**WHAT THE EXERCISE ASKS:** Report each line of the data that includes the word "Summarize".

---------- RECORDS SUPPLIED ----------

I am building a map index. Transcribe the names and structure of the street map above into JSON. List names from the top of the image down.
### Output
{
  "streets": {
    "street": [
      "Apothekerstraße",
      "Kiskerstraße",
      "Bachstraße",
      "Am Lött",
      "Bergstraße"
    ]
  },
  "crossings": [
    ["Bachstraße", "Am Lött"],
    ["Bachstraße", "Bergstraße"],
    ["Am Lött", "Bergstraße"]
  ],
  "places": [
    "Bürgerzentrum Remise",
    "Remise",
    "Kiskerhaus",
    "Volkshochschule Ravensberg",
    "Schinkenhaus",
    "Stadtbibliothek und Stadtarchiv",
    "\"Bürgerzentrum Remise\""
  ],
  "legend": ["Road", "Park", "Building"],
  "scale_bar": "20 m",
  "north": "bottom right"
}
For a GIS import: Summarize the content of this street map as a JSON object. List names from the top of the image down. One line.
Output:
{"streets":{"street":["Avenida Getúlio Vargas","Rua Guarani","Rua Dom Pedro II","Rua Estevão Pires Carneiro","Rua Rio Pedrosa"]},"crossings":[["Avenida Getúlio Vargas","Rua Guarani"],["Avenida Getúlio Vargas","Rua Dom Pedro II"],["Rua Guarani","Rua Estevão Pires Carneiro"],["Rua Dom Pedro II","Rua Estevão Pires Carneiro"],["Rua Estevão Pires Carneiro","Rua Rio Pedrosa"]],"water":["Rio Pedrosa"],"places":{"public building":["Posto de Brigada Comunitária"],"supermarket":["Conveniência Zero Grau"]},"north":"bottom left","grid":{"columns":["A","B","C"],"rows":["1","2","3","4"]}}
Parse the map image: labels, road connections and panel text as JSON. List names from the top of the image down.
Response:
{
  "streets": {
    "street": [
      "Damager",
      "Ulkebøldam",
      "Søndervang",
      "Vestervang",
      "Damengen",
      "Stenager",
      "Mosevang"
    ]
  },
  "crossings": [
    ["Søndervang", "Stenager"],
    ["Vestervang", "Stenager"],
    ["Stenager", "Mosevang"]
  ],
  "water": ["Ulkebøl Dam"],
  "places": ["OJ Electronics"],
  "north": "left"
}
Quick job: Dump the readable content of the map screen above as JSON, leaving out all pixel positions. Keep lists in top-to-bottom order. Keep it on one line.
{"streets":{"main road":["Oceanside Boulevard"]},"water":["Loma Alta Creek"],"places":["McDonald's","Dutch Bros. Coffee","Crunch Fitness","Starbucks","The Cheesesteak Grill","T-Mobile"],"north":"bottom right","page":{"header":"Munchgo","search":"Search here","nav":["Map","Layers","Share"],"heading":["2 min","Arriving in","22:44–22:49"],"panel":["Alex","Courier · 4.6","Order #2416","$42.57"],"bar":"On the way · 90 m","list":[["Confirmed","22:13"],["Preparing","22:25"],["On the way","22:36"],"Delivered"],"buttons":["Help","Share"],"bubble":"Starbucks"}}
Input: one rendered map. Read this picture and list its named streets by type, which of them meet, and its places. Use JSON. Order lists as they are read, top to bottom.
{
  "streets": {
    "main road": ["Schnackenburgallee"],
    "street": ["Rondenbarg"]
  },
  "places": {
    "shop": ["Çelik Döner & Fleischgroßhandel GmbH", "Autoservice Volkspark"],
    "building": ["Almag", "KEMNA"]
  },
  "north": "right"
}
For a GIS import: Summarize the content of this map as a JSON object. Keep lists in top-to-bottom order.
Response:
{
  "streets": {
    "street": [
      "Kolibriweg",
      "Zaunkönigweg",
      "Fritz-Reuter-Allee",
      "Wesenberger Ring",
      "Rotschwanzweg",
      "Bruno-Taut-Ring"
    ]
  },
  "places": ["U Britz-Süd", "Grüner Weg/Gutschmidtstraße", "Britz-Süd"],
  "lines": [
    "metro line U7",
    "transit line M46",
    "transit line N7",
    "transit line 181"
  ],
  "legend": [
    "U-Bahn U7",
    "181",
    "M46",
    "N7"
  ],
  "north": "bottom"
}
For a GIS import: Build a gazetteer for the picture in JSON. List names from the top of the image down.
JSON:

----------

**WRITTEN SOLUTION:**
For a GIS import: Summarize the content of this street map as a JSON object. List names from the top of the image down. One line.
For a GIS import: Summarize the content of this map as a JSON object. Keep lists in top-to-bottom order.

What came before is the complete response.